Start of Block

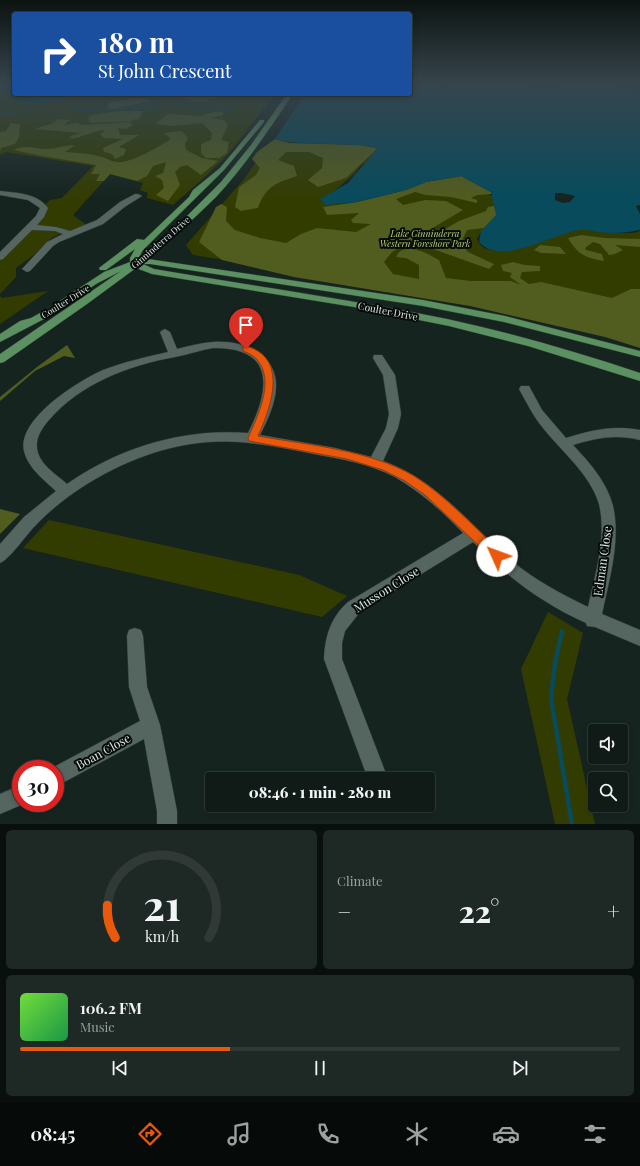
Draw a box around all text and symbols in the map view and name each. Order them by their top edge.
text: 180 m [98,23,174,60]
icon: right [32,28,84,80]
text: St John Crescent [98,59,231,83]
street label: Ginninderra Drive [128,213,192,271]
park label: Lake Ginninderra Western Foreshore Park [380,227,471,249]
street label: Coulter Drive [39,281,92,321]
street label: Coulter Drive [357,298,419,324]
pin [229,308,263,349]
icon: arrive [235,314,257,336]
street label: Edman Close [589,525,615,597]
position arrow [476,535,518,577]
street label: Musson Close [350,563,422,615]
map controls [588,724,628,812]
button: sound [588,724,628,764]
street label: Boan Close [73,730,133,772]
speed limit sign: 30 [12,760,64,812]
button: search [588,772,628,812]
text: 08:46 · 1 min · 280 m [249,782,391,802]
text: Climate [337,872,383,889]
text: 21 [143,875,180,930]
text: 22° [459,891,499,931]
text: − [337,896,351,926]
text: + [607,896,620,926]
text: km/h [144,926,179,945]
text: 106.2 FM [80,998,142,1018]
text: Music [80,1018,115,1035]
icon: previous [109,1057,131,1079]
icon: pause [309,1057,331,1079]
icon: next [509,1057,531,1079]
icon: directions [136,1120,164,1148]
icon: music [225,1120,253,1148]
icon: phone [314,1120,342,1148]
icon: climate [403,1120,431,1148]
icon: car [492,1120,520,1148]
icon: filters [581,1120,609,1148]
text: 08:45 [31,1122,75,1146]

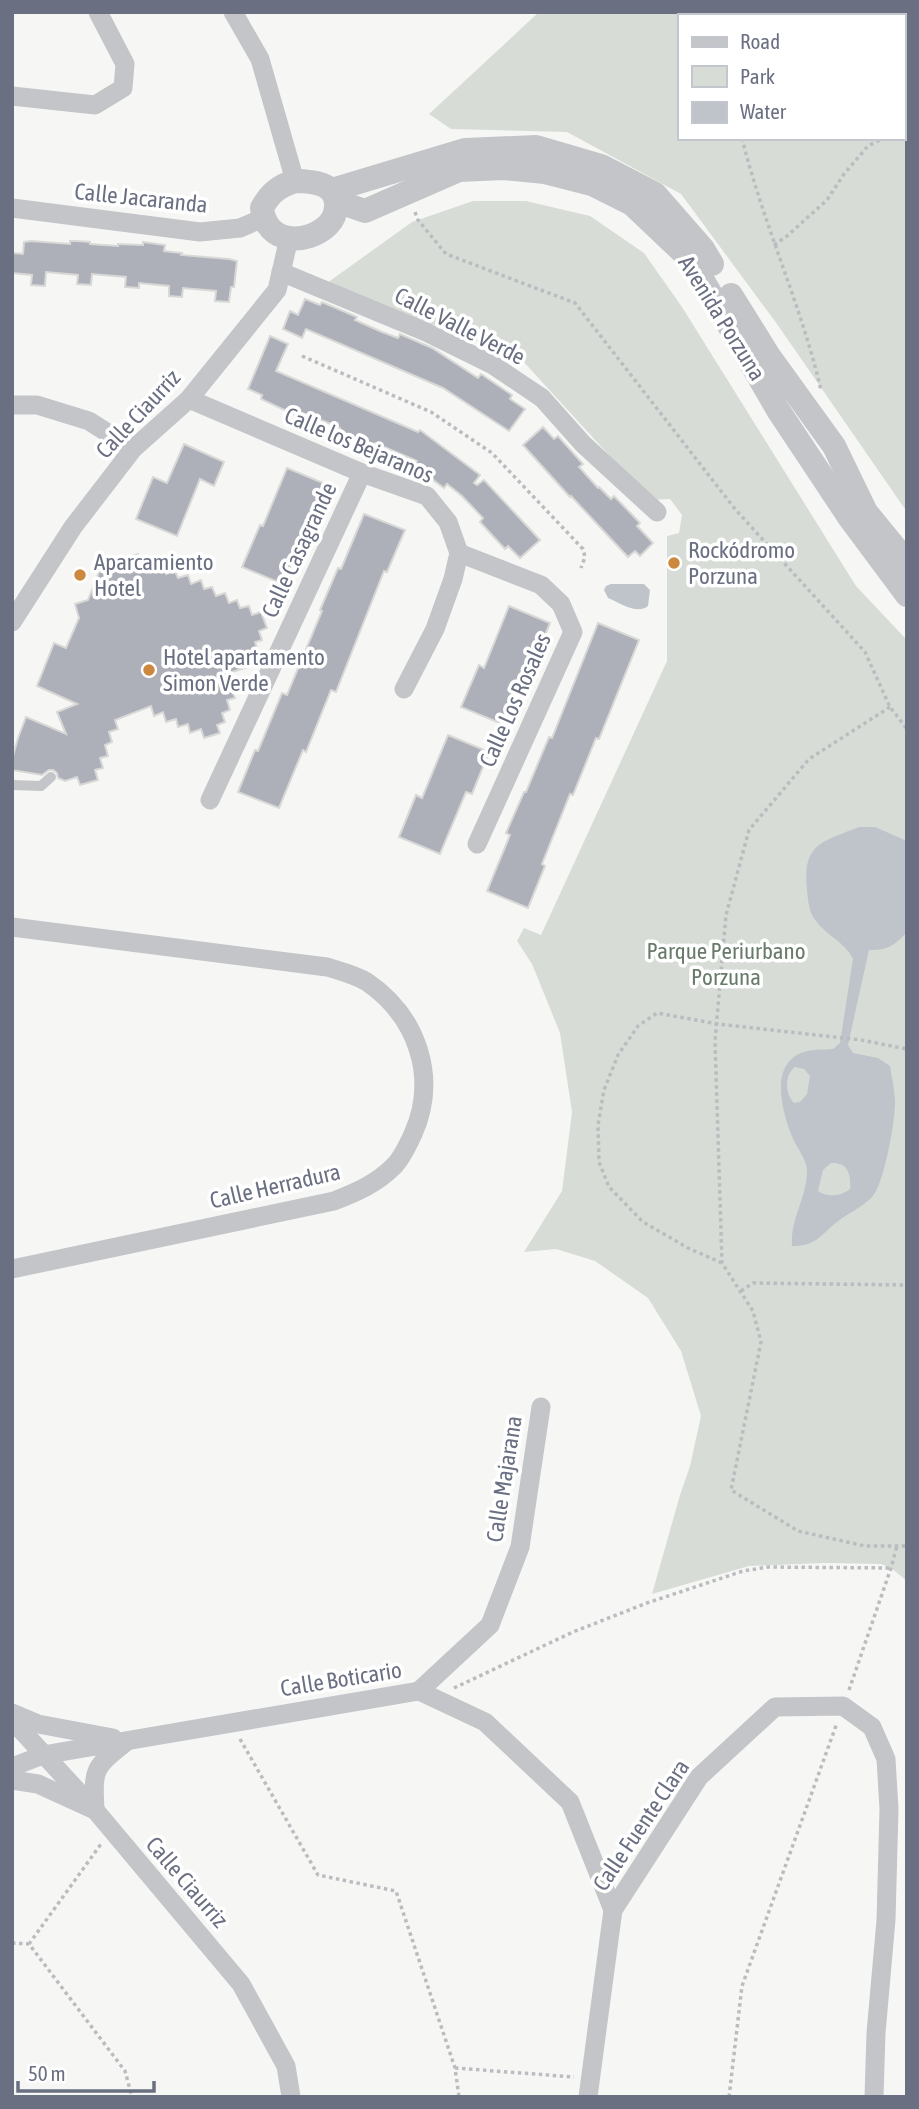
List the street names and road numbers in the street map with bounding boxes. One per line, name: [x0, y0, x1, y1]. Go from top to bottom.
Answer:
street label: Calle Jacaranda: [73, 178, 209, 218]
street label: Avenida Porzuna: [673, 251, 771, 385]
street label: Calle Valle Verde: [391, 282, 529, 370]
street label: Calle Ciaurriz: [91, 364, 185, 464]
street label: Calle los Bejaranos: [281, 402, 437, 488]
street label: Calle Casagrande: [256, 478, 342, 622]
street label: Calle Los Rosales: [474, 629, 556, 771]
street label: Calle Herradura: [207, 1158, 343, 1214]
street label: Calle Majarana: [481, 1414, 527, 1544]
street label: Calle Boticario: [279, 1657, 403, 1701]
street label: Calle Fuente Clara: [588, 1755, 694, 1895]
street label: Calle Ciaurriz: [141, 1832, 233, 1932]

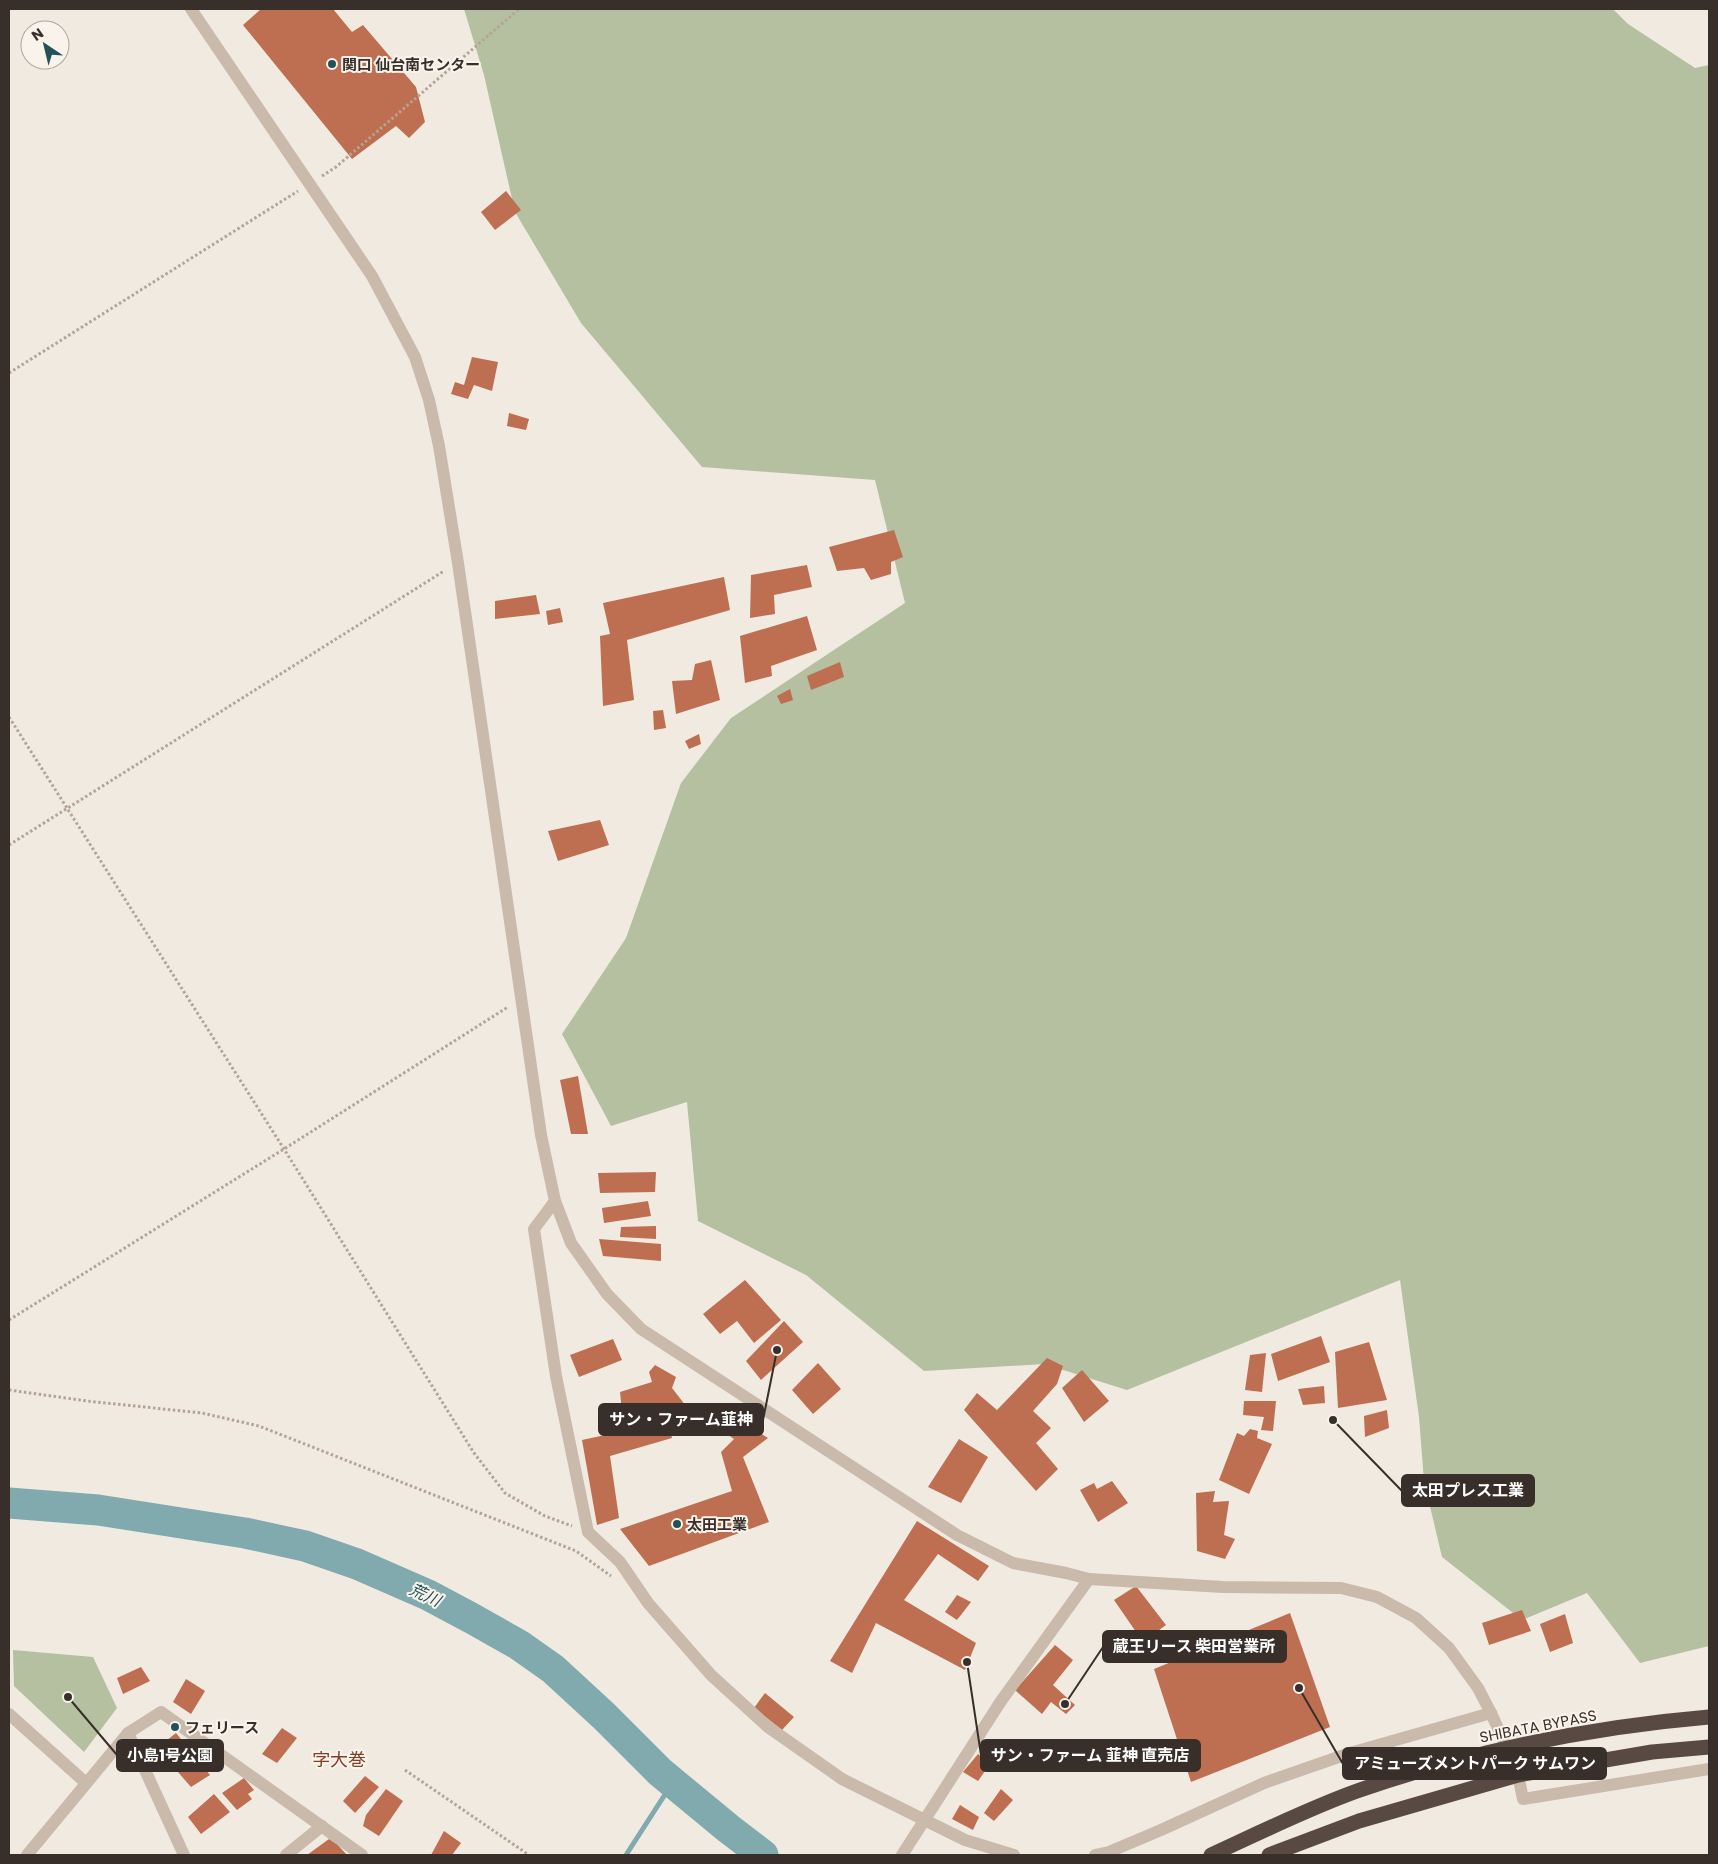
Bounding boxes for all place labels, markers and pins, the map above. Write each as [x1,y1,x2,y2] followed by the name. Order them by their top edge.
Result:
[342,54,480,75] place label: 関口 仙台南センター
[326,58,338,70] marker: 関口 仙台南センター
[599,1404,763,1435] callout: サン・ファーム韮神
[1402,1475,1534,1506] callout: 太田プレス工業
[687,1514,747,1535] place label: 太田工業
[671,1518,683,1530] marker: 太田工業
[1103,1631,1286,1662] callout: 蔵王リース 柴田営業所
[185,1717,259,1738] place label: フェリース
[169,1721,181,1733] marker: フェリース
[117,1740,223,1771] callout: 小島1号公園
[981,1740,1200,1771] callout: サン・ファーム 韮神 直売店
[1343,1748,1606,1779] callout: アミューズメントパーク サムワン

End of Block

* _WORK TO BE COMPLETED_:
Pictures are to be left out; please print the rest of the records above word for word.

* _ANSWER TO THE PROBLEM_:
Draw a box around all text and symbols in the map view and name each. Order them by their top edge.
text: 180 m [98,23,174,60]
icon: right [32,28,84,80]
text: St John Crescent [98,59,231,83]
street label: Ginninderra Drive [128,213,192,271]
park label: Lake Ginninderra Western Foreshore Park [380,227,471,249]
street label: Coulter Drive [39,281,92,321]
street label: Coulter Drive [357,298,419,324]
pin [229,308,263,349]
icon: arrive [235,314,257,336]
street label: Edman Close [589,525,615,597]
position arrow [476,535,518,577]
street label: Musson Close [350,563,422,615]
map controls [588,724,628,812]
button: sound [588,724,628,764]
street label: Boan Close [73,730,133,772]
speed limit sign: 30 [12,760,64,812]
button: search [588,772,628,812]
text: 08:46 · 1 min · 280 m [249,782,391,802]
text: Climate [337,872,383,889]
text: 21 [143,875,180,930]
text: 22° [459,891,499,931]
text: − [337,896,351,926]
text: + [607,896,620,926]
text: km/h [144,926,179,945]
text: 106.2 FM [80,998,142,1018]
text: Music [80,1018,115,1035]
icon: previous [109,1057,131,1079]
icon: pause [309,1057,331,1079]
icon: next [509,1057,531,1079]
icon: directions [136,1120,164,1148]
icon: music [225,1120,253,1148]
icon: phone [314,1120,342,1148]
icon: climate [403,1120,431,1148]
icon: car [492,1120,520,1148]
icon: filters [581,1120,609,1148]
text: 08:45 [31,1122,75,1146]

List the street names and road numbers in the street map with bounding boxes. One per line, name: [x0, y0, x1, y1]. Go from top to bottom.
Answer:
street label: Calle Jacaranda: [73, 178, 209, 218]
street label: Avenida Porzuna: [673, 251, 771, 385]
street label: Calle Valle Verde: [391, 282, 529, 370]
street label: Calle Ciaurriz: [91, 364, 185, 464]
street label: Calle los Bejaranos: [281, 402, 437, 488]
street label: Calle Casagrande: [256, 478, 342, 622]
street label: Calle Los Rosales: [474, 629, 556, 771]
street label: Calle Herradura: [207, 1158, 343, 1214]
street label: Calle Majarana: [481, 1414, 527, 1544]
street label: Calle Boticario: [279, 1657, 403, 1701]
street label: Calle Fuente Clara: [588, 1755, 694, 1895]
street label: Calle Ciaurriz: [141, 1832, 233, 1932]

Bounding boxes for all place labels, markers and pins, the map above. Write each as [x1,y1,x2,y2] followed by the name. Order them by their top edge.
Result:
[342,54,480,75] place label: 関口 仙台南センター
[326,58,338,70] marker: 関口 仙台南センター
[599,1404,763,1435] callout: サン・ファーム韮神
[1402,1475,1534,1506] callout: 太田プレス工業
[687,1514,747,1535] place label: 太田工業
[671,1518,683,1530] marker: 太田工業
[1103,1631,1286,1662] callout: 蔵王リース 柴田営業所
[185,1717,259,1738] place label: フェリース
[169,1721,181,1733] marker: フェリース
[117,1740,223,1771] callout: 小島1号公園
[981,1740,1200,1771] callout: サン・ファーム 韮神 直売店
[1343,1748,1606,1779] callout: アミューズメントパーク サムワン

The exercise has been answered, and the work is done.